◆ **TASK DIRECTIONS**
Your answer must be every line of the data that contains "text".

◆ **DATA RECORDS**
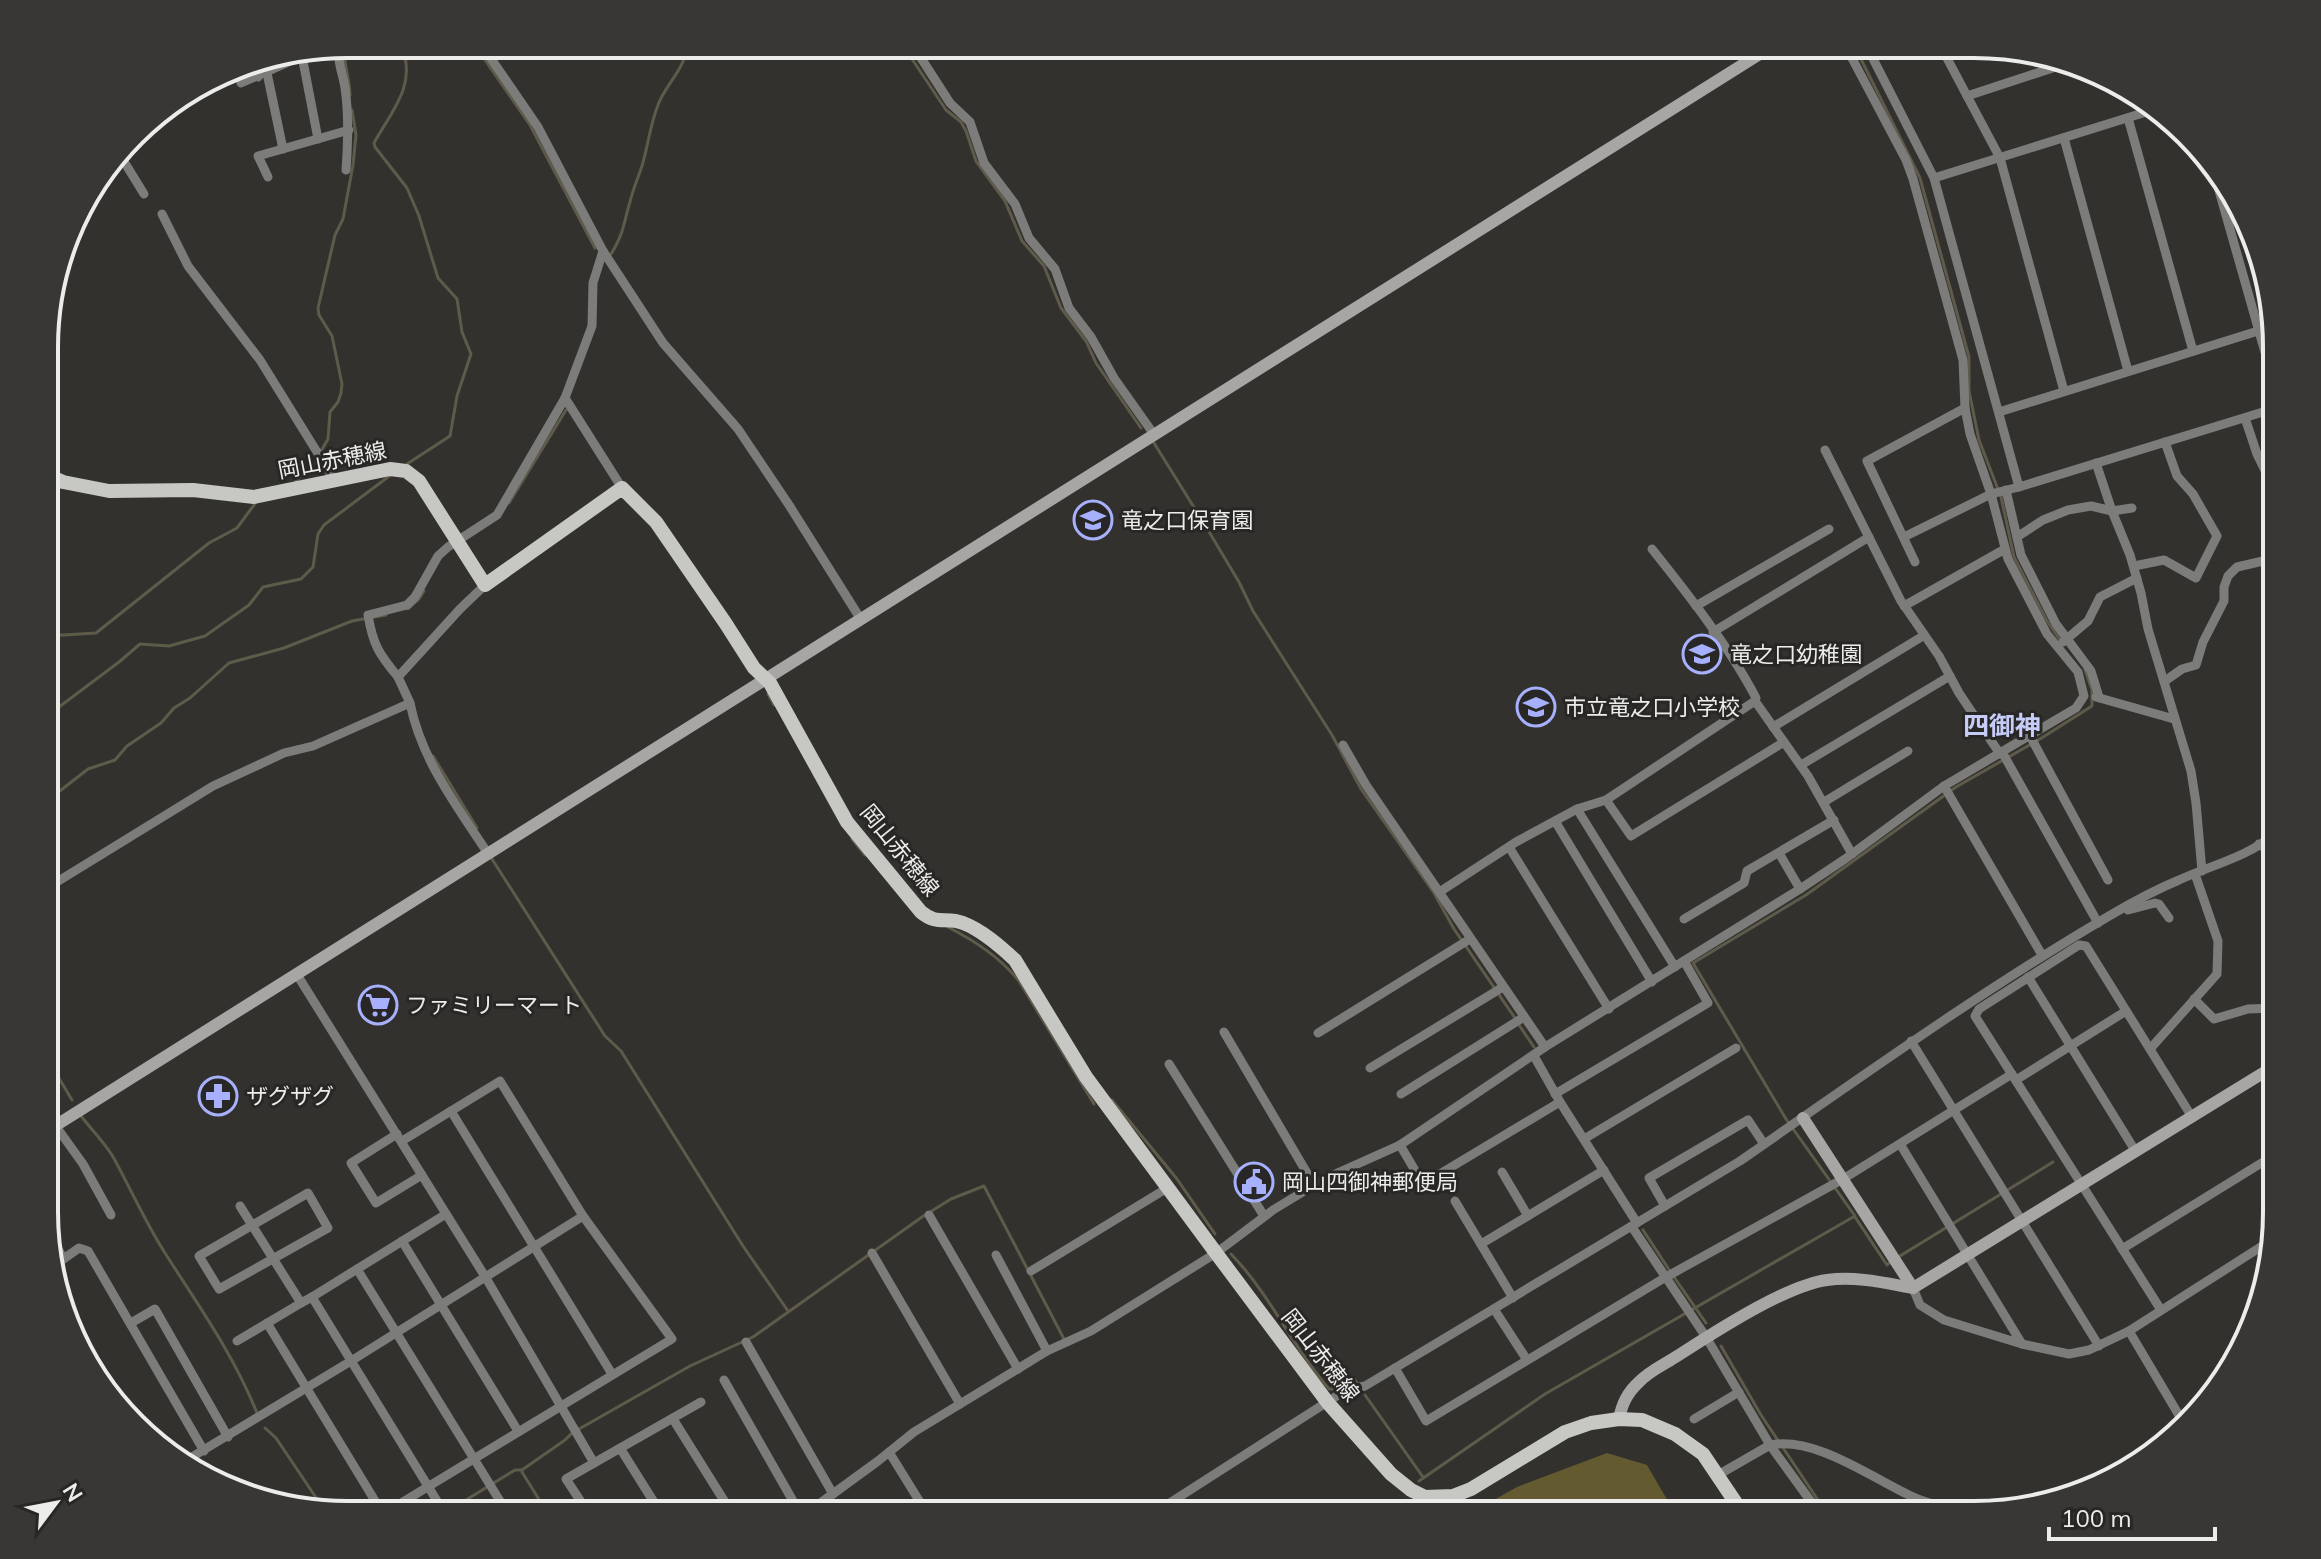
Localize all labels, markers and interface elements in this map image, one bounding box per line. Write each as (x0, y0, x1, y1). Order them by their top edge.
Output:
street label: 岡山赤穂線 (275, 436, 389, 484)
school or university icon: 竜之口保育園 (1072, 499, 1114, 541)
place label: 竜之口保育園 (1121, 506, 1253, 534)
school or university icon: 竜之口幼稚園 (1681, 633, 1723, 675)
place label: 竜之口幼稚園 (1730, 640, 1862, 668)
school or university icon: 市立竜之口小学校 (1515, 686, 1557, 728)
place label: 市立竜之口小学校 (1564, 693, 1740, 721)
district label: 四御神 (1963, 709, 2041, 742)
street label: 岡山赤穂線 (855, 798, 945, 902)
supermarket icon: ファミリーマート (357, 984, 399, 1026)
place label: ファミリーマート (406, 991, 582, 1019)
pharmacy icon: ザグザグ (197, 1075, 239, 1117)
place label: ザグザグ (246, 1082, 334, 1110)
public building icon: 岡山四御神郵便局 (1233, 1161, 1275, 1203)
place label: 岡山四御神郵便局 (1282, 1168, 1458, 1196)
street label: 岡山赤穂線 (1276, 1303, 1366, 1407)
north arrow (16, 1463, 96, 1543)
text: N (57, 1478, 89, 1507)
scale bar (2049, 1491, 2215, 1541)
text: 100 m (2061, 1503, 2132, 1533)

◆ **ANSWER FOR THE TASK**
text: N (57, 1478, 89, 1507)
text: 100 m (2061, 1503, 2132, 1533)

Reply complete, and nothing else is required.